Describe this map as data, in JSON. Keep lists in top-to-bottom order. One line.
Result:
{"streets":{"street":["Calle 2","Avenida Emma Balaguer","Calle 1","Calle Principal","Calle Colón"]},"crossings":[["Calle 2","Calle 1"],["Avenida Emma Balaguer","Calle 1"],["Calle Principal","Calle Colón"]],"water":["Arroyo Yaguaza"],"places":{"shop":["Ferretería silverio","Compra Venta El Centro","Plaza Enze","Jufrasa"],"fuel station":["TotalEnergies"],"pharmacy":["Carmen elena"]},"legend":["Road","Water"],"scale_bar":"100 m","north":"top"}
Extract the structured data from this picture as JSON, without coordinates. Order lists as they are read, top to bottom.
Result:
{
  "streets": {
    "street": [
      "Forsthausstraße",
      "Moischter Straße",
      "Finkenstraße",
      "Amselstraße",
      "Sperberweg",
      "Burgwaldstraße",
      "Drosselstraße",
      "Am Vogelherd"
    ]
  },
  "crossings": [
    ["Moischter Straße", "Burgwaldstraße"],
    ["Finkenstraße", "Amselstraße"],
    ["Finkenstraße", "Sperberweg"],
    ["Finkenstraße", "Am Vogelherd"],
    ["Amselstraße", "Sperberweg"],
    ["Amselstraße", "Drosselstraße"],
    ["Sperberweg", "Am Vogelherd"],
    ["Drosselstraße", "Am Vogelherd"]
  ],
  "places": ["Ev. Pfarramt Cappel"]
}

* * * * * * * * *

- [Problem] In the listing above, the line with "Extract the structured" starts the part to copy. Copy it through the last line exactly, with nothing else.

- [Final answer]
Extract the structured data from this picture as JSON, without coordinates. Order lists as they are read, top to bottom.
Result:
{
  "streets": {
    "street": [
      "Forsthausstraße",
      "Moischter Straße",
      "Finkenstraße",
      "Amselstraße",
      "Sperberweg",
      "Burgwaldstraße",
      "Drosselstraße",
      "Am Vogelherd"
    ]
  },
  "crossings": [
    ["Moischter Straße", "Burgwaldstraße"],
    ["Finkenstraße", "Amselstraße"],
    ["Finkenstraße", "Sperberweg"],
    ["Finkenstraße", "Am Vogelherd"],
    ["Amselstraße", "Sperberweg"],
    ["Amselstraße", "Drosselstraße"],
    ["Sperberweg", "Am Vogelherd"],
    ["Drosselstraße", "Am Vogelherd"]
  ],
  "places": ["Ev. Pfarramt Cappel"]
}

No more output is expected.